Re: [PATCH] net/9p: fix race condition on rdma->state in trans_rdma.c

From: Dominique Martinet

Date: Mon Jun 15 2026 - 09:22:52 EST


Yizhou Zhao wrote on Fri, May 29, 2026 at 03:39:31PM +0800:
> The rdma->state field is modified without holding req_lock in both
> recv_done() and p9_cm_event_handler(), while rdma_request() accesses
> the same field under the req_lock spinlock. This inconsistent locking
> creates a race condition:
>
> - recv_done() running in softirq completion context sets
> rdma->state = P9_RDMA_FLUSHING without acquiring req_lock
>
> - p9_cm_event_handler() modifies rdma->state at multiple points
> (ADDR_RESOLVED, ROUTE_RESOLVED, ESTABLISHED, CLOSED) without
> req_lock
>
> - rdma_request() uses spin_lock_irqsave(&rdma->req_lock, flags) to
> protect the read-modify-write of rdma->state
>
> The race can cause lost state transitions: recv_done() or the CM
> event handler could set state to FLUSHING/CLOSED while rdma_request()
> is concurrently checking or modifying state under the lock, leading to
> the FLUSHING transition being silently overwritten by CLOSING. This
> corrupts the connection state machine and can cause use-after-free on
> RDMA request objects during teardown.
>
> Fix by adding req_lock protection to all rdma->state modifications in
> recv_done() and p9_cm_event_handler(), matching the pattern already
> used in rdma_request().

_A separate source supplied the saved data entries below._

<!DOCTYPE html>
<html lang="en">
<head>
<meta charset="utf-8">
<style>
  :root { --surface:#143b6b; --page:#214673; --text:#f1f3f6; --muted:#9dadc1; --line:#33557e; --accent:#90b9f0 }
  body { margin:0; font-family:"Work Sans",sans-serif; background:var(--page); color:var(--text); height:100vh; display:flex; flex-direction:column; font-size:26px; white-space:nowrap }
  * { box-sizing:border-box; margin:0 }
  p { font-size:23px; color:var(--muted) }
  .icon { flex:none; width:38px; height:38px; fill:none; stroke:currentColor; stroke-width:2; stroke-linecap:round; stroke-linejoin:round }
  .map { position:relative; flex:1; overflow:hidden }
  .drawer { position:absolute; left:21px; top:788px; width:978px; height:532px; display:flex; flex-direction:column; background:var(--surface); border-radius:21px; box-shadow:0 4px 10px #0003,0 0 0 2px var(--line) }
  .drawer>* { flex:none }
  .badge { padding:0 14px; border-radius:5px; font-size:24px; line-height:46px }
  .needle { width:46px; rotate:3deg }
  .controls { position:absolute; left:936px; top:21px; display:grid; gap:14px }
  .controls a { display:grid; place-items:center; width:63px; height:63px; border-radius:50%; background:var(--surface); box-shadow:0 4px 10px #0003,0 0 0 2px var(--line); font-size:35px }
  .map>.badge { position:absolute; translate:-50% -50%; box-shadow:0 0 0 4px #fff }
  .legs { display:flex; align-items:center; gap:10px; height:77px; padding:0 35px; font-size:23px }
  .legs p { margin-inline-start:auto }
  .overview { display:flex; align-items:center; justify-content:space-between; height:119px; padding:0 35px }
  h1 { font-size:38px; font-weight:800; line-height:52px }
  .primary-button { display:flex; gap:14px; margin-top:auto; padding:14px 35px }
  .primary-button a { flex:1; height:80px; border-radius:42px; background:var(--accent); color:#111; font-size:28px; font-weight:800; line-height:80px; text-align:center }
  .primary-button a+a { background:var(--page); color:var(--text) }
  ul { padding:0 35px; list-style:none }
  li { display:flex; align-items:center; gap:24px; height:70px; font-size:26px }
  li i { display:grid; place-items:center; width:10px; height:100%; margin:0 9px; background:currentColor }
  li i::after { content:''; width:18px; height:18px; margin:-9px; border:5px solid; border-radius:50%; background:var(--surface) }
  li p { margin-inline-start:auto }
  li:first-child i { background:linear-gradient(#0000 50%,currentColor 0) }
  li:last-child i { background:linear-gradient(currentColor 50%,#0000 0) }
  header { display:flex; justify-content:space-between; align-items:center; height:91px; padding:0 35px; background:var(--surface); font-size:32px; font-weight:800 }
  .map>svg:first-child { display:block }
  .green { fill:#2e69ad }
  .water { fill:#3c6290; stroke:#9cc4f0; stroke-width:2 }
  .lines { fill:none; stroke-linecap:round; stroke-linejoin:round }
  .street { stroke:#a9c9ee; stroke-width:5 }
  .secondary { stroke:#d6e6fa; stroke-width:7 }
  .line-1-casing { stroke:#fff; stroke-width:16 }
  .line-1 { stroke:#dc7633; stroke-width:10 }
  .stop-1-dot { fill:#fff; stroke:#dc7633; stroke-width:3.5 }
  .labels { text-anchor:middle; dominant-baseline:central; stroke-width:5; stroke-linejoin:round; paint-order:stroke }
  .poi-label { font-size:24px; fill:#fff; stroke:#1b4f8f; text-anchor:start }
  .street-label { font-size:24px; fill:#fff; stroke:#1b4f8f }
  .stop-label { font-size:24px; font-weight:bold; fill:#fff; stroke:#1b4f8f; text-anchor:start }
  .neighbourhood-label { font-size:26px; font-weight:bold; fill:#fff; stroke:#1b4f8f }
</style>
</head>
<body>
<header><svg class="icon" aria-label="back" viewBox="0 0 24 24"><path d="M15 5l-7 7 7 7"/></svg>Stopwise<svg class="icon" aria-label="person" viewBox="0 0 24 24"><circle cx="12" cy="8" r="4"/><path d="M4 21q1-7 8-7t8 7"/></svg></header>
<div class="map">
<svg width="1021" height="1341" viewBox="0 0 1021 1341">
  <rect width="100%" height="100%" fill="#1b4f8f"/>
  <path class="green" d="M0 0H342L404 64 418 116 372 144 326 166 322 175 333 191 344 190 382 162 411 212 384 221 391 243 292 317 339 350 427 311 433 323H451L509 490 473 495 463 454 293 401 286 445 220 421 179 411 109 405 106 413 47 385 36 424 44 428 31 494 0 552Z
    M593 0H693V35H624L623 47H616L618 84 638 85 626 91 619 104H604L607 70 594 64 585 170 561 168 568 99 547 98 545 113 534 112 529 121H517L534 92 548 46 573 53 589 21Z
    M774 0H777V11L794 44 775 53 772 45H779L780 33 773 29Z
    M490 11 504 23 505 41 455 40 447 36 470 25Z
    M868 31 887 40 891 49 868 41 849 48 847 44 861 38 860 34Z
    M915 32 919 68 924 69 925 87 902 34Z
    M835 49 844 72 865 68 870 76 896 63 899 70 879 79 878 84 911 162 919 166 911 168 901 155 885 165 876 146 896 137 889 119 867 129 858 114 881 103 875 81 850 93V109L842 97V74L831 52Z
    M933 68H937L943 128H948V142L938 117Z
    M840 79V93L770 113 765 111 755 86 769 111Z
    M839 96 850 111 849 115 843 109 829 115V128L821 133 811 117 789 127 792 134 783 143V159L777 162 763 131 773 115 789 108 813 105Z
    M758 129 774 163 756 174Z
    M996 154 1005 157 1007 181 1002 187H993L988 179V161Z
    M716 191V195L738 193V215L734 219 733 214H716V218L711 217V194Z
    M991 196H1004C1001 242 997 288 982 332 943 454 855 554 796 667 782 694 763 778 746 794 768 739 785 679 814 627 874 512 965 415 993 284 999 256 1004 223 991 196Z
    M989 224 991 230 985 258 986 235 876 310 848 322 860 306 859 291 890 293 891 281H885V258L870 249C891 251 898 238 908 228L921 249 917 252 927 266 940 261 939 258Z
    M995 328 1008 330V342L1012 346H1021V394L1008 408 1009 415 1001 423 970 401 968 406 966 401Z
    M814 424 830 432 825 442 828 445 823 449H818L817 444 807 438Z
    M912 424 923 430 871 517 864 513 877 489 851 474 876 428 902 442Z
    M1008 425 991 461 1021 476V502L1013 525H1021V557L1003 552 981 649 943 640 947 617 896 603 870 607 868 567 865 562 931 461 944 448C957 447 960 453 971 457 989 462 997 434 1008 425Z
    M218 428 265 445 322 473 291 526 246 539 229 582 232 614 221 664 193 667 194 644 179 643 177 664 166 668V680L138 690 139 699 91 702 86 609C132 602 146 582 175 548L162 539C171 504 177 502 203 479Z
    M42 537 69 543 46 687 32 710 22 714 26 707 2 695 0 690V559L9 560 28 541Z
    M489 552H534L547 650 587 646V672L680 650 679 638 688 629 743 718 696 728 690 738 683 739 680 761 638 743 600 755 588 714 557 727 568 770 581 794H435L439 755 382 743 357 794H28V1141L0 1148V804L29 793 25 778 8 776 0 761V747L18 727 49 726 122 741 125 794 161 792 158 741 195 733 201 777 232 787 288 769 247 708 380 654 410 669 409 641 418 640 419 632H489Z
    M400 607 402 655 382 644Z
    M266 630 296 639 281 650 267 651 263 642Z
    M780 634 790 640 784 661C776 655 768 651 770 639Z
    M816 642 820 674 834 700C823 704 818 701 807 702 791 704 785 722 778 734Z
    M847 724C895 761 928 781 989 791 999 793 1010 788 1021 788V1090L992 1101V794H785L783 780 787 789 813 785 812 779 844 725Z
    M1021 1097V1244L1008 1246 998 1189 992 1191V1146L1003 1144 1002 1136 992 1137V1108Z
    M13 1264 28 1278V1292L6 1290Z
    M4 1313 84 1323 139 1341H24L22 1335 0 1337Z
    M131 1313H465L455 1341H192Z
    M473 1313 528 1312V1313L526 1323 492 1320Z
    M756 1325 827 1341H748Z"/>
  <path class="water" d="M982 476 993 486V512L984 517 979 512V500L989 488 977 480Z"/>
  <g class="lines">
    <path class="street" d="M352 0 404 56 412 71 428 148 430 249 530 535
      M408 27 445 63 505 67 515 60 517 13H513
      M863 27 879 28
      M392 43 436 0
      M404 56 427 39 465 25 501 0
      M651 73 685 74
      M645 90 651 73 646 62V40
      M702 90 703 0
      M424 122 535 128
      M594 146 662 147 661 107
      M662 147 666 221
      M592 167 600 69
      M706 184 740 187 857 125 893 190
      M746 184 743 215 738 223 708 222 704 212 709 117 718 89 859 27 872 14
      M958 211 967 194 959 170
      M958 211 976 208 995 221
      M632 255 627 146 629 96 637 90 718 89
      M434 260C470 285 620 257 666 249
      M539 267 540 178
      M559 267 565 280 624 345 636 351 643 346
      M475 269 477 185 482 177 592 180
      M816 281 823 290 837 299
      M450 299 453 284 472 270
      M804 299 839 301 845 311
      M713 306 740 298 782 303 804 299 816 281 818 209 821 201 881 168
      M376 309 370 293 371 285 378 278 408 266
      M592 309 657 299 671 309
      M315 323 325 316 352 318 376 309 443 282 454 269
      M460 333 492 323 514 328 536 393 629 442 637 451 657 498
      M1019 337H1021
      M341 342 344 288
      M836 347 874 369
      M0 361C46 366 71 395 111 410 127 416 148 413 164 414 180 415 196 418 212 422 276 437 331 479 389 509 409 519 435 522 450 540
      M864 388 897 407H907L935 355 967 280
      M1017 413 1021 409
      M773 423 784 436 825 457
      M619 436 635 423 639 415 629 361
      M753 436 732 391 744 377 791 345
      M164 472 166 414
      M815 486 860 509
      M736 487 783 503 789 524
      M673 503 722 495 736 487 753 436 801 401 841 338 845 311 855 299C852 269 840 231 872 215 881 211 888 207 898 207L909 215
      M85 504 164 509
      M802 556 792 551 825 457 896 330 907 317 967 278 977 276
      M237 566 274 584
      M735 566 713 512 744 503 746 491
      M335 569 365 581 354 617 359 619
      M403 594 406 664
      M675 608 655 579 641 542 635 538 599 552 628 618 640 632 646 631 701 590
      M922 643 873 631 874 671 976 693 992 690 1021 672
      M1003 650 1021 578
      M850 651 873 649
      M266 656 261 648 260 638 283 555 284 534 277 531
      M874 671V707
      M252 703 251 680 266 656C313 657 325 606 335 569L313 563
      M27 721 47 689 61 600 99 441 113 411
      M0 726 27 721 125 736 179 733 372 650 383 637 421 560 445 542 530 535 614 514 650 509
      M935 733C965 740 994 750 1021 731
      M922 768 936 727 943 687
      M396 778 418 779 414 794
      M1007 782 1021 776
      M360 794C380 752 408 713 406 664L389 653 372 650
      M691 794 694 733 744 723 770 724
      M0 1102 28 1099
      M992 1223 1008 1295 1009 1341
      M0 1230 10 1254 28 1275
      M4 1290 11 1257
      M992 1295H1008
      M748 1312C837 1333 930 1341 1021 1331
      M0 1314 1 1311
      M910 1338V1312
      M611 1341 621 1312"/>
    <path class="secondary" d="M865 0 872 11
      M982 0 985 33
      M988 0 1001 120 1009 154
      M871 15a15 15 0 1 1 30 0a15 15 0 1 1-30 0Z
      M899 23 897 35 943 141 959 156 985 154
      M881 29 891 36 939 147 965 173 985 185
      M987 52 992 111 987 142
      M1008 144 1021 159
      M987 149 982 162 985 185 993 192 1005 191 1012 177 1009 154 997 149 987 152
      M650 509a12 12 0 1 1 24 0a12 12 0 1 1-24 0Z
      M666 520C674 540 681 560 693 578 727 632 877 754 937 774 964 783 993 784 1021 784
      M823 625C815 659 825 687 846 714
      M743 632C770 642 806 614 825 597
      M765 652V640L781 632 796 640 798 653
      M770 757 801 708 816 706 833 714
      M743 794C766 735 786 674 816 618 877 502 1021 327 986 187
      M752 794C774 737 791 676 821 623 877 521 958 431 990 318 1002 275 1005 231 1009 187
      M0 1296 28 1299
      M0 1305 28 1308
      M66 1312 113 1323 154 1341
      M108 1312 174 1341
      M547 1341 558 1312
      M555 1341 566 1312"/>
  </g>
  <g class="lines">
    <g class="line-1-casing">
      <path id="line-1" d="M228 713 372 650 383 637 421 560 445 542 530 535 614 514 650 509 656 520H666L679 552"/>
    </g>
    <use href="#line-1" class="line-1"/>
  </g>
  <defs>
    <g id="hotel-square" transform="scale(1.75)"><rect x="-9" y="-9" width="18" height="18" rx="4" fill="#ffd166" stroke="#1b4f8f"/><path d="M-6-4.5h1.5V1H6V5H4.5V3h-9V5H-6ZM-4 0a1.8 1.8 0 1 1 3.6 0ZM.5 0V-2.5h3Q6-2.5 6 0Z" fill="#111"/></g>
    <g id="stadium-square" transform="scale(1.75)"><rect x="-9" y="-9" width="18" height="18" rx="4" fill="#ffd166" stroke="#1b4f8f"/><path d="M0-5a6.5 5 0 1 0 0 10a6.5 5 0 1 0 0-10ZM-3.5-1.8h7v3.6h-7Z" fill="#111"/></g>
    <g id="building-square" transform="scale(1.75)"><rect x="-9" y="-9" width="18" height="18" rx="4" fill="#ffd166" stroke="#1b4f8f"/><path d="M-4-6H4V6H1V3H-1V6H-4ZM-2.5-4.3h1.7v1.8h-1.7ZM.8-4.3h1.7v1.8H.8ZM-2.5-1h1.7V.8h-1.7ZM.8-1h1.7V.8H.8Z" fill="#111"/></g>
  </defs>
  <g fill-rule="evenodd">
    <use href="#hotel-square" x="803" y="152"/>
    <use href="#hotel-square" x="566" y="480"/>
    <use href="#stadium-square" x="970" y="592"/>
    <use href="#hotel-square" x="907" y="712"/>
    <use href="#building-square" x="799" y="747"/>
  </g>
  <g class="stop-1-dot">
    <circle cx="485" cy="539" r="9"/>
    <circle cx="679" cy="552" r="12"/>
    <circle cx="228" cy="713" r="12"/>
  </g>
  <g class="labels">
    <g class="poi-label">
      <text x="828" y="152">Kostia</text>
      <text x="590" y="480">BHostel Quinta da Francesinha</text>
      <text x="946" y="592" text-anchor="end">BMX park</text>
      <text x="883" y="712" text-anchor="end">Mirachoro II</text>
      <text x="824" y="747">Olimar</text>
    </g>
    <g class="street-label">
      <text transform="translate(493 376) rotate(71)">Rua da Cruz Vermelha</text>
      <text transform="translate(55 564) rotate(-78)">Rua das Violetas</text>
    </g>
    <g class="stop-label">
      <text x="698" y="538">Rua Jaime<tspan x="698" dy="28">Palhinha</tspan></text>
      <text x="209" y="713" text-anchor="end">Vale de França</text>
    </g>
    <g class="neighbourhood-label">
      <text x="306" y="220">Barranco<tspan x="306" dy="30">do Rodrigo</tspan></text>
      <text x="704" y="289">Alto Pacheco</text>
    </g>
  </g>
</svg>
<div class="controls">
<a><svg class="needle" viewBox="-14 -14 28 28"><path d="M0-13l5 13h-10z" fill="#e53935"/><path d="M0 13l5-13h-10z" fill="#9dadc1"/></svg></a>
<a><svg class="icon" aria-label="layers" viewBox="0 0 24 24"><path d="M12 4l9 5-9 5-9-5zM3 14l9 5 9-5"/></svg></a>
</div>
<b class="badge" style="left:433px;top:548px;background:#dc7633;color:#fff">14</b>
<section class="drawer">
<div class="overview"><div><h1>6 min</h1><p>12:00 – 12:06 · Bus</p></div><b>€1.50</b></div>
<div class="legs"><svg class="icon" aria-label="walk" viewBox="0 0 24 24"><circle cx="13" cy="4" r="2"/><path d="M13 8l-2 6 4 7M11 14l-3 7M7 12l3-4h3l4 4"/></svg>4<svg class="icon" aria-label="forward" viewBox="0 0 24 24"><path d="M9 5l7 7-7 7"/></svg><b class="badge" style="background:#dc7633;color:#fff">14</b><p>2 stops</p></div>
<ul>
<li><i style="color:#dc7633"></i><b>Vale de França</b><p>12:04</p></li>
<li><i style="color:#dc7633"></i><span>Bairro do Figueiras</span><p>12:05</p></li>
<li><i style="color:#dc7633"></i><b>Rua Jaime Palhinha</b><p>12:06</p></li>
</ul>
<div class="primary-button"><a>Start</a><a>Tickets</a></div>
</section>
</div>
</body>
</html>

Use spin_lock_irqsave/spin_unlock_irqrestore
> in the CM event handler since it can race with recv_done() which runs
> in softirq context.
>
> Tested with a kernel module that races two threads (simulating
> rdma_request and recv_done/CM handler) on rdma->state with proper
> locking: 5.5M+ FLUSHING writes over 27M iterations with 0 lost
> transitions.
>
> Fixes: 473c7dd1d7b5 ("9p/rdma: remove useless check in cm_event_handler")
> Reported-by: Yizhou Zhao <zhaoyz24@xxxxxxxxxxxxxxxxxxxxx>
> Reported-by: Yuxiang Yang <yangyx22@xxxxxxxxxxxxxxxxxxxxx>
> Reported-by: Ao Wang <wangao@xxxxxxxxxx>
> Reported-by: Xuewei Feng <fengxw06@xxxxxxx>
> Reported-by: Qi Li <qli01@xxxxxxxxxxxxxxx>
> Reported-by: Ke Xu <xuke@xxxxxxxxxxxxxxx>
> Assisted-by: GLM:GLM-5.1
> Signed-off-by: Yizhou Zhao <zhaoyz24@xxxxxxxxxxxxxxxxxxxxx>

None of this is frequent so taking lock is sound, picking this up

--
Dominique